The answer is a single figure: how many lines below contain the word "yChannelSelector".

Record excerpts
###

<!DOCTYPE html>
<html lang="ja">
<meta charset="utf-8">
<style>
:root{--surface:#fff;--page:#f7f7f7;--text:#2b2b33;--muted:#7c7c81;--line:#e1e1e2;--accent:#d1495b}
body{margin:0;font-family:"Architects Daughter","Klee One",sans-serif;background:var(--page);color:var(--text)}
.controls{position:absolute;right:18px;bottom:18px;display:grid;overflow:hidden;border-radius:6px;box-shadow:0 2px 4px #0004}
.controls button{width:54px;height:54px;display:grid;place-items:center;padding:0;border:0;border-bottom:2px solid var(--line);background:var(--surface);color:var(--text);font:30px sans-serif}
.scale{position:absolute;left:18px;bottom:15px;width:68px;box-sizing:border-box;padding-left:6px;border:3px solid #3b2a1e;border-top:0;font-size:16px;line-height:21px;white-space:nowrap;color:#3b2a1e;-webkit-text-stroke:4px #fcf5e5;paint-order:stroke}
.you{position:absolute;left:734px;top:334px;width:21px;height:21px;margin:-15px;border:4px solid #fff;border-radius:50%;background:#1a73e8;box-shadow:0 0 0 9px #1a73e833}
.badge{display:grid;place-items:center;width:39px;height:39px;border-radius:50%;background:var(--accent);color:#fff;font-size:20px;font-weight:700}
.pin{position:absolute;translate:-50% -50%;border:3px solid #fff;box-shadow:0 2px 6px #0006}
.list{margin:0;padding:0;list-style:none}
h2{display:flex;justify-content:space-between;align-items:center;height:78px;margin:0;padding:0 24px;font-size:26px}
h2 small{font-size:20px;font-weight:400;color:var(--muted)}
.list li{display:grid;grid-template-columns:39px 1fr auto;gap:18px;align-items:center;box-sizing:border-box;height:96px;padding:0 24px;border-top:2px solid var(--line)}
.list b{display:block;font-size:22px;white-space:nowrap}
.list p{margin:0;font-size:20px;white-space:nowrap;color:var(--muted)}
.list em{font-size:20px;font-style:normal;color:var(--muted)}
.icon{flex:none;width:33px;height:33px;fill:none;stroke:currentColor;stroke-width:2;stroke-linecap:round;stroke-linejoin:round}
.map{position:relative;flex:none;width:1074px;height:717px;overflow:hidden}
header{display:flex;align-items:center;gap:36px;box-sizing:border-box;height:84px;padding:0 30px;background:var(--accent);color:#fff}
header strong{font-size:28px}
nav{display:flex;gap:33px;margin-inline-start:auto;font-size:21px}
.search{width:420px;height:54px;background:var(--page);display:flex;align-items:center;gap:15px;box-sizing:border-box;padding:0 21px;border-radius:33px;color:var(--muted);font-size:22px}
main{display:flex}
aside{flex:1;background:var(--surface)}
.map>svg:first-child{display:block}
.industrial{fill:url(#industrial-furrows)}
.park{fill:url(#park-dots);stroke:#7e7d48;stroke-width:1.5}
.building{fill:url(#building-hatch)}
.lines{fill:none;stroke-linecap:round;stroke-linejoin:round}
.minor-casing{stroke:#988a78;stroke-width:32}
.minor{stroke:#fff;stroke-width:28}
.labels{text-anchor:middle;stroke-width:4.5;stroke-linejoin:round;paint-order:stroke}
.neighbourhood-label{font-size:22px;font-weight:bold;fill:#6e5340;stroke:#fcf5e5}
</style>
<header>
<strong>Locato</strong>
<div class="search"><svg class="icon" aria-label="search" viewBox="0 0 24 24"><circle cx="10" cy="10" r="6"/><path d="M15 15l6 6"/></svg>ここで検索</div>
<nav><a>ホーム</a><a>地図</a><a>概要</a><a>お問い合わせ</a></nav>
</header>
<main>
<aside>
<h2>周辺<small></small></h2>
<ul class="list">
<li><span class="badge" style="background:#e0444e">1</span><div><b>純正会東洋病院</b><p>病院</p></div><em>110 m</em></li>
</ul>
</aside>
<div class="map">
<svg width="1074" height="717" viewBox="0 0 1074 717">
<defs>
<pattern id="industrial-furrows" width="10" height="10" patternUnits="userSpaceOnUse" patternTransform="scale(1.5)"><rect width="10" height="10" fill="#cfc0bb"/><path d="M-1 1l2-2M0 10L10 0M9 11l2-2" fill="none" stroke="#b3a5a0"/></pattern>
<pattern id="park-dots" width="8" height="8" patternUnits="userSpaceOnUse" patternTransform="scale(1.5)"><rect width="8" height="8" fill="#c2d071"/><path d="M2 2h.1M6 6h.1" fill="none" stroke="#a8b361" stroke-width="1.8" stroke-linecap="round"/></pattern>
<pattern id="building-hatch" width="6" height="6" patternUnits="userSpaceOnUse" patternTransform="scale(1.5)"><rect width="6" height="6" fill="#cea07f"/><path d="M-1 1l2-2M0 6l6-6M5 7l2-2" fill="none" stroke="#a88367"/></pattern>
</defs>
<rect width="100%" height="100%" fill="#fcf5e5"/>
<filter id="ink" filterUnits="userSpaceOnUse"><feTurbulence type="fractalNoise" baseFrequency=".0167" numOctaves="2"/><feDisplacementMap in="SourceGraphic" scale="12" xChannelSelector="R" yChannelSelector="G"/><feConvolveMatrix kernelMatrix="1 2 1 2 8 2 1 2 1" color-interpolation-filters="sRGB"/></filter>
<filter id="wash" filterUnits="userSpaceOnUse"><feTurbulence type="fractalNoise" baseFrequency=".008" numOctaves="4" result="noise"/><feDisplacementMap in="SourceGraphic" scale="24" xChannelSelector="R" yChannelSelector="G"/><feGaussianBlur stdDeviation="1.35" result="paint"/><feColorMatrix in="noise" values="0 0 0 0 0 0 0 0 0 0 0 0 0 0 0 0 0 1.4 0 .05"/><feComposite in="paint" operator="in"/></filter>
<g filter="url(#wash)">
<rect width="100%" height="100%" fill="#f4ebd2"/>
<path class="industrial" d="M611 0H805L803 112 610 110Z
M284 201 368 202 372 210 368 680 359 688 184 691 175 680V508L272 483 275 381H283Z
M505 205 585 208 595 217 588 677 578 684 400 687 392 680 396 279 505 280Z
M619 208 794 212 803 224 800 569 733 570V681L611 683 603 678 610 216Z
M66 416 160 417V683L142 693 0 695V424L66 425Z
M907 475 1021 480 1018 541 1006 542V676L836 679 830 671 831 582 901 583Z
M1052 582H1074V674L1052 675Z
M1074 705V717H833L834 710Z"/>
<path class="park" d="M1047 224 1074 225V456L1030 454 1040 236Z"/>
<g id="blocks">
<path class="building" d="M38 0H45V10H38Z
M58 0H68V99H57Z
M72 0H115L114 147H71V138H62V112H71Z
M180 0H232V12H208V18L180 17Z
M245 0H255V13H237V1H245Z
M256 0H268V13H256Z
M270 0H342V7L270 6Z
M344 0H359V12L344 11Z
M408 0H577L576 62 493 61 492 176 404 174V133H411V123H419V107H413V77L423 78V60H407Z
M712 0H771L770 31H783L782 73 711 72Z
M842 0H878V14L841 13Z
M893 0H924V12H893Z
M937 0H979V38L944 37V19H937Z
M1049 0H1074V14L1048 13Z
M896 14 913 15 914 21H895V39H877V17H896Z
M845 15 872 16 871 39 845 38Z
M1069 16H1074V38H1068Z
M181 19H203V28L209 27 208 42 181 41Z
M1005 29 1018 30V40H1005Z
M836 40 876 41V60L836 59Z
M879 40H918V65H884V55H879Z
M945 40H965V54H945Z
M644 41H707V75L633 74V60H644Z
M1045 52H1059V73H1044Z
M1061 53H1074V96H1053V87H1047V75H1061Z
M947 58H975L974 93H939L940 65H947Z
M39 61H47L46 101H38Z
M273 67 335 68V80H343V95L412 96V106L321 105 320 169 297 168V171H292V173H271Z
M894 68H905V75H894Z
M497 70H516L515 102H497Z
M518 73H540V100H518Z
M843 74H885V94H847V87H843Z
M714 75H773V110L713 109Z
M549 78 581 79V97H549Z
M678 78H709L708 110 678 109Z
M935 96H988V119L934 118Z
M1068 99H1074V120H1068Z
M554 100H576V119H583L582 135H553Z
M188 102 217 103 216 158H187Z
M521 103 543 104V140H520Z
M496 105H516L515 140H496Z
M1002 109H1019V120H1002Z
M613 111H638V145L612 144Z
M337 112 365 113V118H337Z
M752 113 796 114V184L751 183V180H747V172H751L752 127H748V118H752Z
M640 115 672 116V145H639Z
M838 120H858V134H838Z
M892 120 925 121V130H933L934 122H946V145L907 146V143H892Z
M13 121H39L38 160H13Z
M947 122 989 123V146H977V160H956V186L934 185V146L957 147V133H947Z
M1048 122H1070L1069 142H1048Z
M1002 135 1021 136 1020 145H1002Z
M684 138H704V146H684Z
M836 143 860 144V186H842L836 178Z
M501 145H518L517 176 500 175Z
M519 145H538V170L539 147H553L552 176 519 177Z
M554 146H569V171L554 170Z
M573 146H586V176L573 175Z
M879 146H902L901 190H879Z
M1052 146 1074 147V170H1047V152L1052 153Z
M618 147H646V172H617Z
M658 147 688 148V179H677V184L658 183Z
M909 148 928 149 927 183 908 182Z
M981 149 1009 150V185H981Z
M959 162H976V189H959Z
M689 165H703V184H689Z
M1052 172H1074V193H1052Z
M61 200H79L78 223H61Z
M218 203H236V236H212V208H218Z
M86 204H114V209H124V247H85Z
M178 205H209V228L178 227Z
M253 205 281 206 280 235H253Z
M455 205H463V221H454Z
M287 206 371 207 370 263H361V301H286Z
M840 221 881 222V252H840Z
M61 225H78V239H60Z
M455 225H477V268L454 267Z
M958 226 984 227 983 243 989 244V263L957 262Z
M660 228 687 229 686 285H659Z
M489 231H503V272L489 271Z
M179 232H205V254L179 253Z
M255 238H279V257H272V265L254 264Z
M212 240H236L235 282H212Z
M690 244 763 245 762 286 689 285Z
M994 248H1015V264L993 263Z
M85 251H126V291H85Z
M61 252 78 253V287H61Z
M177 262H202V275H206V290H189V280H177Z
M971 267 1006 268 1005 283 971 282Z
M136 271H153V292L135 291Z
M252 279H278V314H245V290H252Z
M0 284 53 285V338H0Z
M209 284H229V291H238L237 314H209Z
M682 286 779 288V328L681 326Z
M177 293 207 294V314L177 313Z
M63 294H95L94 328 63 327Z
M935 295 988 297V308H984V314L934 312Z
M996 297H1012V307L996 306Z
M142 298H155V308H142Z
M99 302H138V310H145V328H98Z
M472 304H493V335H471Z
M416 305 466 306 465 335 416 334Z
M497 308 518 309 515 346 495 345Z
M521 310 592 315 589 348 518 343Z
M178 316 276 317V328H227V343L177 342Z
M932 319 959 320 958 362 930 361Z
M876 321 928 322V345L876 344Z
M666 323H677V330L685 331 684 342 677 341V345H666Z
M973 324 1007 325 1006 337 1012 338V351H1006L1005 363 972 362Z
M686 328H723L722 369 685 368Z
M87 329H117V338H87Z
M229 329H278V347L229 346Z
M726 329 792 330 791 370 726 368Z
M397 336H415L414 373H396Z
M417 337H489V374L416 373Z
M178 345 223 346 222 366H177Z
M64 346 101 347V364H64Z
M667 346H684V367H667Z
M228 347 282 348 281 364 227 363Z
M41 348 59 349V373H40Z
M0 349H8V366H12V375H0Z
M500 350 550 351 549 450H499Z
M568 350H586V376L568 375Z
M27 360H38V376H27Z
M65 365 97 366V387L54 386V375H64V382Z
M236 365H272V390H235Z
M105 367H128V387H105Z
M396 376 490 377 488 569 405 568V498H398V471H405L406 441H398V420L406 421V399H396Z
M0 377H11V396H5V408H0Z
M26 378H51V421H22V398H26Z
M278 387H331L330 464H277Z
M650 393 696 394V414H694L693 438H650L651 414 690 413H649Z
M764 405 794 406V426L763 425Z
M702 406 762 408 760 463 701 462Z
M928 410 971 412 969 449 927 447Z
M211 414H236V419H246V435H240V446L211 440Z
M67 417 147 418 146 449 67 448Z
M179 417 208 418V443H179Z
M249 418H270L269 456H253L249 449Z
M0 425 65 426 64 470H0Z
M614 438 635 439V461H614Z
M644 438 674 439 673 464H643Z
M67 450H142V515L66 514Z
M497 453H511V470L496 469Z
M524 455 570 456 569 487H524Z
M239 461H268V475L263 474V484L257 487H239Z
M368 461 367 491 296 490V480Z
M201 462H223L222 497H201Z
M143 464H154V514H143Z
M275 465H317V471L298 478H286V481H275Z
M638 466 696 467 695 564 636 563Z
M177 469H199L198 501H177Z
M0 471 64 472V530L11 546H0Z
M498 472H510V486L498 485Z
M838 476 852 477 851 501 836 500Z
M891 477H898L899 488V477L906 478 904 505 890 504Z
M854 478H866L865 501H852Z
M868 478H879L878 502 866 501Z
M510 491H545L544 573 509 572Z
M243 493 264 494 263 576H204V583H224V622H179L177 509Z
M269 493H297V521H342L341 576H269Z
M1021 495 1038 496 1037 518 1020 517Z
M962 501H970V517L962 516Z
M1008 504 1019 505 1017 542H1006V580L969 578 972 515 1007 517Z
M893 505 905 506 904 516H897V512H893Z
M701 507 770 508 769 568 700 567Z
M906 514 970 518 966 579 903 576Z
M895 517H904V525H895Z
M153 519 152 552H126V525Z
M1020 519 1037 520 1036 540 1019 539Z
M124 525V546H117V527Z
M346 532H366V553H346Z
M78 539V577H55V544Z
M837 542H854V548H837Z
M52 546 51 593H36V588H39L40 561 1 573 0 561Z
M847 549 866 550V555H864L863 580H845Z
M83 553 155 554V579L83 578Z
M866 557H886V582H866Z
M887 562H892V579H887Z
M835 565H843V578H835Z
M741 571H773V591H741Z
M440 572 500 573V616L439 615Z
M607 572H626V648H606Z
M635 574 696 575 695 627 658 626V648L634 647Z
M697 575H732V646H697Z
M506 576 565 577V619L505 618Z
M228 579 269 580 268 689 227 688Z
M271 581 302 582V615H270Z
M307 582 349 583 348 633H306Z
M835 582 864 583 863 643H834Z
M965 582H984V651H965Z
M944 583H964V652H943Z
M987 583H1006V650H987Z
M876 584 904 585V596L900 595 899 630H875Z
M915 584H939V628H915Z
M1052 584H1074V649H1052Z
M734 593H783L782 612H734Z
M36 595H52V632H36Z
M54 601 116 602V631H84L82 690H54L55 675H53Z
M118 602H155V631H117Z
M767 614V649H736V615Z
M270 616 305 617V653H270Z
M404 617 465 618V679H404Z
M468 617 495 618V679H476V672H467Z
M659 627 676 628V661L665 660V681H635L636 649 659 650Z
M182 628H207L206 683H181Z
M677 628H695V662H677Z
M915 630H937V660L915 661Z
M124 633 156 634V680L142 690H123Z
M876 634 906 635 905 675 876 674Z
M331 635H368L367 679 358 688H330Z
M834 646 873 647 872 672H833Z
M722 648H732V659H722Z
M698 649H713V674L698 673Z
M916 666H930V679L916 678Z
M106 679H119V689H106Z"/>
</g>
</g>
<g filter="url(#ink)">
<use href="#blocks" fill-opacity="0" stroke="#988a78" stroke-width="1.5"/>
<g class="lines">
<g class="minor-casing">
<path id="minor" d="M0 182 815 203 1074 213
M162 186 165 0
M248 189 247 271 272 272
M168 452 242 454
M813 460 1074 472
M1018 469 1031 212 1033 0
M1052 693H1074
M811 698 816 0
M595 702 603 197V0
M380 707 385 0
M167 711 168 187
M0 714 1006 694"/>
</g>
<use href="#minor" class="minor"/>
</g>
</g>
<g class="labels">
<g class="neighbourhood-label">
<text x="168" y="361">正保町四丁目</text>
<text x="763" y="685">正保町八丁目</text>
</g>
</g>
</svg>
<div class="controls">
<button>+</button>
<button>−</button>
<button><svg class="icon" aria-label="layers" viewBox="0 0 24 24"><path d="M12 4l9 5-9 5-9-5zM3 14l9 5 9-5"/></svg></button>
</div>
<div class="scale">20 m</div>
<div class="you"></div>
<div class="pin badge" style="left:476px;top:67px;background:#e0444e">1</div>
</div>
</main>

###

Final answer
2